● Problem
Please show every line in the entries below that includes the word "locate".

Source records:

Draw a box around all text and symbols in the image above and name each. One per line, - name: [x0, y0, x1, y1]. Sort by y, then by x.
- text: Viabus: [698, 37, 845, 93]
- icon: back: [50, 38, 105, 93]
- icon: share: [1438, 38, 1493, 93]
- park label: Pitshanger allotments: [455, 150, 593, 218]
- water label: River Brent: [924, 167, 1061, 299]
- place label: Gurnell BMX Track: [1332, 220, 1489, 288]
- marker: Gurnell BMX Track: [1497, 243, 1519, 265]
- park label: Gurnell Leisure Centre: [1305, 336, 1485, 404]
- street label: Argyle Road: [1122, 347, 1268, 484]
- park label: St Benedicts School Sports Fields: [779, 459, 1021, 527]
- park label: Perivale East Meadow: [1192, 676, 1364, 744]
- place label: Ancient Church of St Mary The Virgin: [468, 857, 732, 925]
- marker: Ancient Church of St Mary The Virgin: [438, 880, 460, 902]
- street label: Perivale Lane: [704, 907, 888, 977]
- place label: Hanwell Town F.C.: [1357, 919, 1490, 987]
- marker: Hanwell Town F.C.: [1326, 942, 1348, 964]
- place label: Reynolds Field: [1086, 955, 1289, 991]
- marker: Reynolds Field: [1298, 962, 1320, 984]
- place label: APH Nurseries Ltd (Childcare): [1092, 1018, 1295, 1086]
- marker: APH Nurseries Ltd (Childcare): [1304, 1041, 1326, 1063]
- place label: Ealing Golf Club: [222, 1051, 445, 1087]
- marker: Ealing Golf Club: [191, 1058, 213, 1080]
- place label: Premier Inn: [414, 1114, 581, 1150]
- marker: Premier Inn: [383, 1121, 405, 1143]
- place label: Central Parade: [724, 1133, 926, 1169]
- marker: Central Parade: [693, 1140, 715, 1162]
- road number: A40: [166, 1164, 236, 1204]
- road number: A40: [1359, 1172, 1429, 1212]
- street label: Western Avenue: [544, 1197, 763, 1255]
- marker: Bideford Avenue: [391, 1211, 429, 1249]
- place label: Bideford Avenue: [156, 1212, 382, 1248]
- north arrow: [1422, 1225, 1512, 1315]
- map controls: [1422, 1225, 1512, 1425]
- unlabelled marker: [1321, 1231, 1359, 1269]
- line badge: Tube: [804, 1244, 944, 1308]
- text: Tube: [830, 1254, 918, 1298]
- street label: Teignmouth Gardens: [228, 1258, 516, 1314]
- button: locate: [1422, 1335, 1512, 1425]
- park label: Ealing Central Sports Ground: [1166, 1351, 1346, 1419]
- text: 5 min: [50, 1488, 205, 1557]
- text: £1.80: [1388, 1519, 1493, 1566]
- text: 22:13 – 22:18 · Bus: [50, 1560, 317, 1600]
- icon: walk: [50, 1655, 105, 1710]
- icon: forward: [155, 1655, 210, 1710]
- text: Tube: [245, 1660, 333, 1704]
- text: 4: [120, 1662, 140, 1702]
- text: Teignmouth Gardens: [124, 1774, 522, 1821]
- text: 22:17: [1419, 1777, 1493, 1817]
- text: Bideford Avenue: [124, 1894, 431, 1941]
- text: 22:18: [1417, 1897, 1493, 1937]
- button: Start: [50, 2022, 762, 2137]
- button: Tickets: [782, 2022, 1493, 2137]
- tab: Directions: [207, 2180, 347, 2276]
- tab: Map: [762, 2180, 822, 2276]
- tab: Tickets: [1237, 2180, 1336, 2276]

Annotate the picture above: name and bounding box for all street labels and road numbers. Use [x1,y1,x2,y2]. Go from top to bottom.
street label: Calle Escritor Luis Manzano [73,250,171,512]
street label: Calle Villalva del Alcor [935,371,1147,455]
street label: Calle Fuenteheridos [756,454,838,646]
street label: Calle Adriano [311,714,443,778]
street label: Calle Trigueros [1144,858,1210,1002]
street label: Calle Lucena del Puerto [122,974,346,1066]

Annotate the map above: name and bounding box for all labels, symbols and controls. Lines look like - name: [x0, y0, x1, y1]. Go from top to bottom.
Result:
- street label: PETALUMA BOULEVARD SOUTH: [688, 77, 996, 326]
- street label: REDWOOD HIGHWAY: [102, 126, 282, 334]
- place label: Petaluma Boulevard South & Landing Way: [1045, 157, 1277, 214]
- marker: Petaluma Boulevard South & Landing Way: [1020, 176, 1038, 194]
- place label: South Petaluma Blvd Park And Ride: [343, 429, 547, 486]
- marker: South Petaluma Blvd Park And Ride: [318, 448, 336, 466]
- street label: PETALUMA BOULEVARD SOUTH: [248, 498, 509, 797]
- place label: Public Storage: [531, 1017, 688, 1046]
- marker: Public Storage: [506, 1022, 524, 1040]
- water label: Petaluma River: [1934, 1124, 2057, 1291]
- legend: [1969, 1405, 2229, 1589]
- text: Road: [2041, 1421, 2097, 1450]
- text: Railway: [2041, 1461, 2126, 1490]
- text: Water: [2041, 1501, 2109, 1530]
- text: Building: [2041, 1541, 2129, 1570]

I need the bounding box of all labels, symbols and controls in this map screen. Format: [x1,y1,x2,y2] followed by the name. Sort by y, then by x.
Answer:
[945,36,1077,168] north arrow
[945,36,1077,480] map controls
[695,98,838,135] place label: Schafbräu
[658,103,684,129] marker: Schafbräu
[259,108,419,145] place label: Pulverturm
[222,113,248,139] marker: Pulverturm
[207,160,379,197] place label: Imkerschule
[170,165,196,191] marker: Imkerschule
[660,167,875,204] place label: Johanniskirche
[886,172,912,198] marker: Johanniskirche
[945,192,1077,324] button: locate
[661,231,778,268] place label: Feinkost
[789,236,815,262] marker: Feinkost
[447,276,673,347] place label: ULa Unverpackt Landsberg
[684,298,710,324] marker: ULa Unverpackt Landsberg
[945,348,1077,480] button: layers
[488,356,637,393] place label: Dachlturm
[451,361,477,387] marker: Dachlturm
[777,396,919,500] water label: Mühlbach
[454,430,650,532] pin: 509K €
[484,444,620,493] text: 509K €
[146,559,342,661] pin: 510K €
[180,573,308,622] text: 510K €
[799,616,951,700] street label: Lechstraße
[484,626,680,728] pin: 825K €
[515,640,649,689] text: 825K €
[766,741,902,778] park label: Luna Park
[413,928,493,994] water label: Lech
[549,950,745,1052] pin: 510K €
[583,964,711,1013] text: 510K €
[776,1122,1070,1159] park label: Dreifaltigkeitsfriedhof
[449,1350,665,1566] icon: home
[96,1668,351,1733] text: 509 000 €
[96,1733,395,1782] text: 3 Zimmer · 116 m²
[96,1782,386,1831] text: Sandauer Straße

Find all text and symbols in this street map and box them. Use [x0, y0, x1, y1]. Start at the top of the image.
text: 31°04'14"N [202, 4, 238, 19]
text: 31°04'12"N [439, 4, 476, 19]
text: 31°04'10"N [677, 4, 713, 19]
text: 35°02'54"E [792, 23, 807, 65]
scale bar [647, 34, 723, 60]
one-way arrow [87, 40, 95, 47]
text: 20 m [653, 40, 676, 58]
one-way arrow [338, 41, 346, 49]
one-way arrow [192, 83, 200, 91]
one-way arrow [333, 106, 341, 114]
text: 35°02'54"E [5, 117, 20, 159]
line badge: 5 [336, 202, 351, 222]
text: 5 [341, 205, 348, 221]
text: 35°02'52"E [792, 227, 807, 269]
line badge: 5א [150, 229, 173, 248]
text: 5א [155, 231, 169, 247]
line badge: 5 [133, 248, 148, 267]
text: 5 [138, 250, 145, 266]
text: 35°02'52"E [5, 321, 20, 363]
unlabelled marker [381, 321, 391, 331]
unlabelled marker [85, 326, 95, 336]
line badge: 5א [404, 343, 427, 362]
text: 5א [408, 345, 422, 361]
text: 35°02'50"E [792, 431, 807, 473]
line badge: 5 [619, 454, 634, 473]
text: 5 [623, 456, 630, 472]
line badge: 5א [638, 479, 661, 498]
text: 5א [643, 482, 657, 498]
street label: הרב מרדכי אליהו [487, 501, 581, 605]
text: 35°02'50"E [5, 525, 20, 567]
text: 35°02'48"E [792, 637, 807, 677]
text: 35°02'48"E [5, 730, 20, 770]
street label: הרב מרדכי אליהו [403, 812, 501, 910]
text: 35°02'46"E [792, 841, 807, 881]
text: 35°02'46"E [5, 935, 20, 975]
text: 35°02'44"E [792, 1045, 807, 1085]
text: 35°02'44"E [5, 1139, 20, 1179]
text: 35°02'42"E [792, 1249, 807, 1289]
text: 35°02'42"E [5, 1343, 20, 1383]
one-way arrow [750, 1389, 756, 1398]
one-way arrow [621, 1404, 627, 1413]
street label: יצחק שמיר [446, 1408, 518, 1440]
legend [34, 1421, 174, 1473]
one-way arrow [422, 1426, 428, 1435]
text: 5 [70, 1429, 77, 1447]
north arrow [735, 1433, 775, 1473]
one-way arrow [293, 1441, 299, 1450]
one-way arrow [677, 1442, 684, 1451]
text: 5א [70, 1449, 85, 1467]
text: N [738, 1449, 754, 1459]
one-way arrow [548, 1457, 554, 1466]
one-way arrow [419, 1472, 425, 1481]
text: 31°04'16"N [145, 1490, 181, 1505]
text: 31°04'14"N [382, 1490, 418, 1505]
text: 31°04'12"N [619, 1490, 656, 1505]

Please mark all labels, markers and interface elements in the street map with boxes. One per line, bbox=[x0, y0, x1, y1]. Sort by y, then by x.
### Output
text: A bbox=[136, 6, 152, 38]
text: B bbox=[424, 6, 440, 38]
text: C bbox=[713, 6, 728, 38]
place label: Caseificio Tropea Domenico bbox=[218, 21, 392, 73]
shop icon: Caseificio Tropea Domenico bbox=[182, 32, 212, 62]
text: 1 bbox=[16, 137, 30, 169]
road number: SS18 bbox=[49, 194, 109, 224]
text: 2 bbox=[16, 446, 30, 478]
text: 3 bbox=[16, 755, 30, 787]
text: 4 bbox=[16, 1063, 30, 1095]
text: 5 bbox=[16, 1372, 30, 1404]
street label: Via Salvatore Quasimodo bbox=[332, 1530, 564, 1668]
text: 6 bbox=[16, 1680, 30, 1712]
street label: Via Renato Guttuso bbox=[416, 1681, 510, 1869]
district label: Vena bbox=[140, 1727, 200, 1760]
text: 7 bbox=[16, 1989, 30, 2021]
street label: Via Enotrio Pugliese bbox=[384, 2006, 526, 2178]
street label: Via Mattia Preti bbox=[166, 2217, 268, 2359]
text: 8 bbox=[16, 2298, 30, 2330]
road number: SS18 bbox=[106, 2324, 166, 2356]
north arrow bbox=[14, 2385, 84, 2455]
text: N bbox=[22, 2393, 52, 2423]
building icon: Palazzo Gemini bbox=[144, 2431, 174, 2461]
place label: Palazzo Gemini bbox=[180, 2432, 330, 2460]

● Response to the exercise
- button: locate: [1422, 1335, 1512, 1425]
[945,192,1077,324] button: locate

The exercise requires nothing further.